*What the task requires*. Search the data below for the word "매곡초등학교" and copy each line that holds it.

*Extracted records*.

----

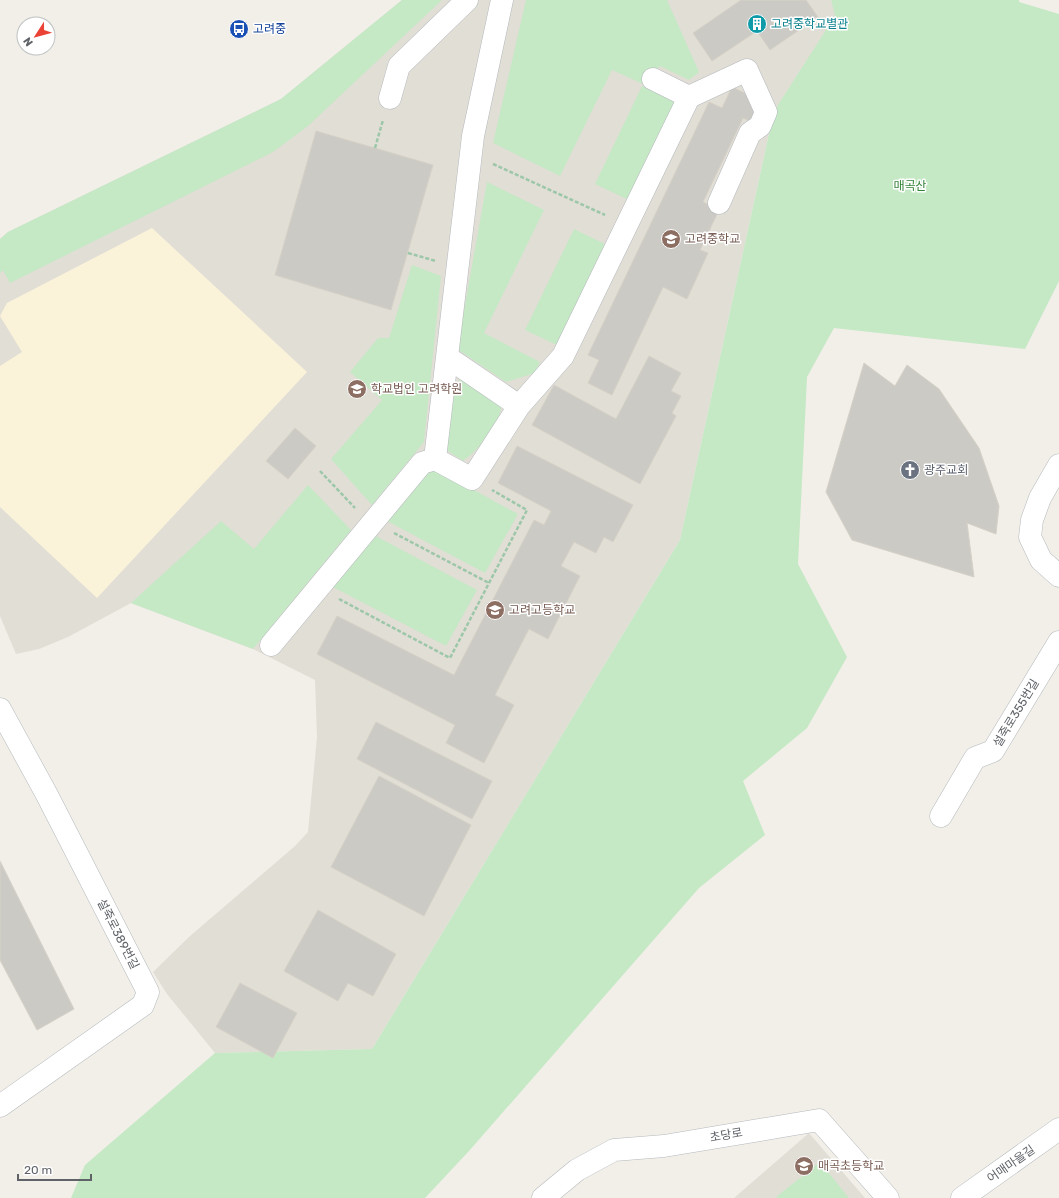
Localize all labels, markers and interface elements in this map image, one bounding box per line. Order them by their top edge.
building icon: 고려중학교별관 [746,13,768,35]
north arrow [16,16,56,56]
place label: 고려중학교별관 [771,17,848,31]
bus stop icon: 고려중 [228,18,250,40]
place label: 고려중 [253,22,286,36]
text: N [21,34,36,49]
park label: 매곡산 [893,179,927,193]
school or university icon: 고려중학교 [660,228,682,250]
place label: 고려중학교 [685,232,740,246]
school or university icon: 학교법인 고려학원 [346,378,368,400]
place label: 학교법인 고려학원 [371,382,462,396]
church icon: 광주교회 [899,459,921,481]
place label: 광주교회 [924,463,968,477]
school or university icon: 고려고등학교 [484,599,506,621]
place label: 고려고등학교 [509,603,575,617]
street label: 설죽로355번길 [990,677,1042,749]
street label: 설죽로389번길 [94,896,142,972]
street label: 초당로 [708,1125,744,1145]
street label: 어매마을길 [984,1142,1038,1186]
school or university icon: 매곡초등학교 [793,1155,815,1177]
scale bar [18,1156,91,1182]
place label: 매곡초등학교 [818,1159,884,1173]
text: 20 m [24,1163,52,1177]

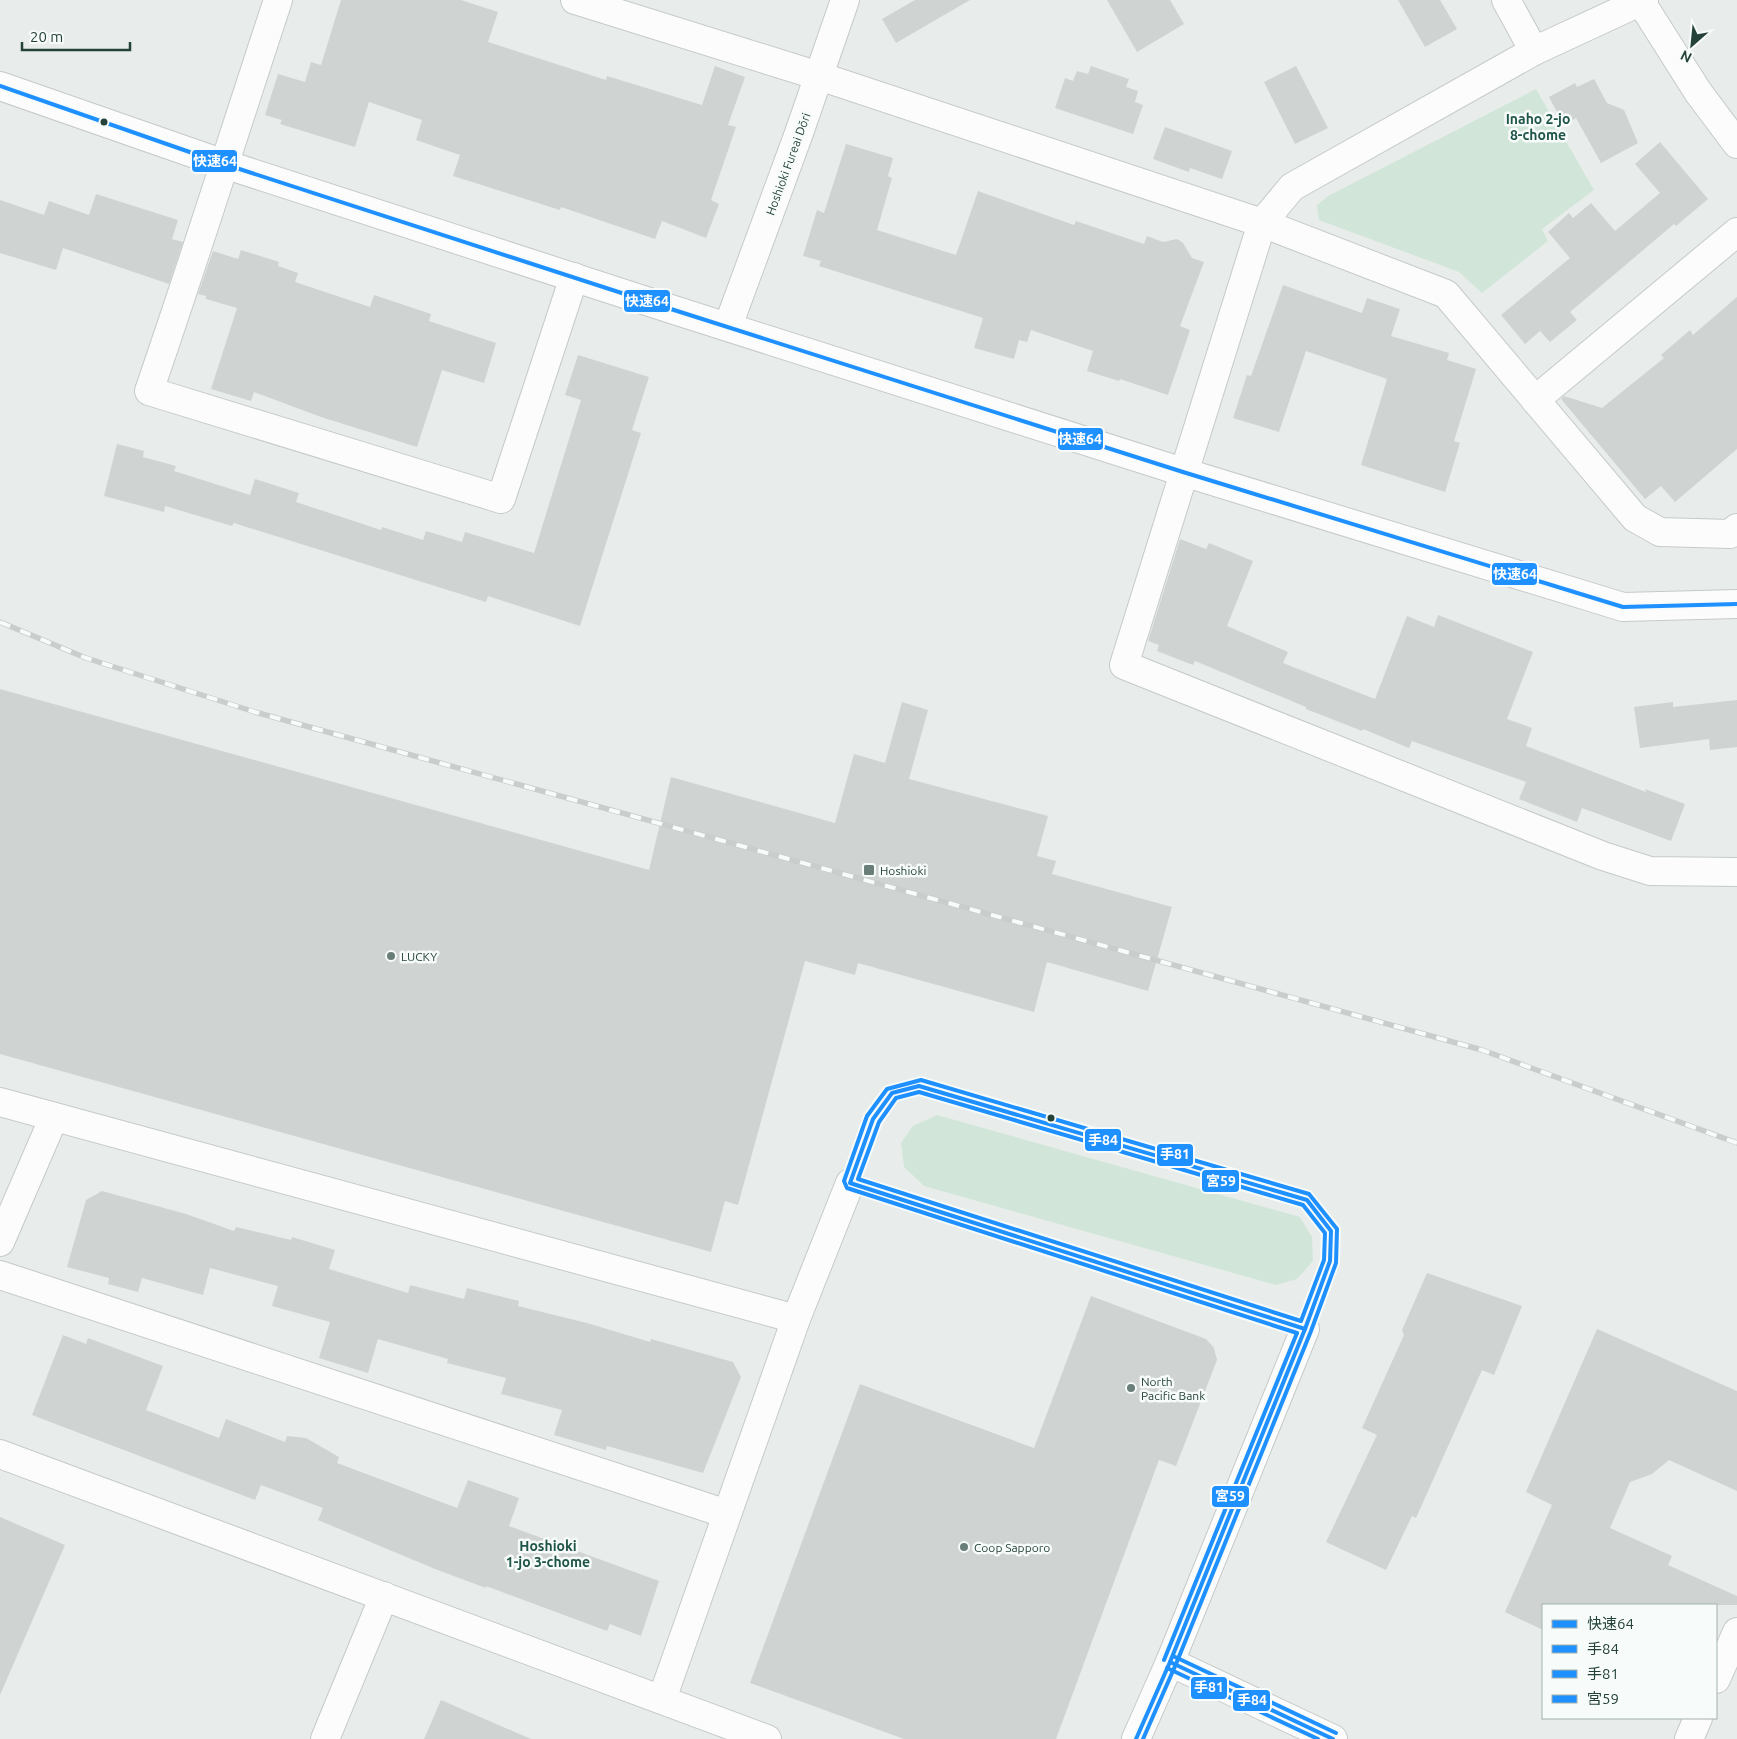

----

*Written response*.
school or university icon: 매곡초등학교 [793,1155,815,1177]
place label: 매곡초등학교 [818,1159,884,1173]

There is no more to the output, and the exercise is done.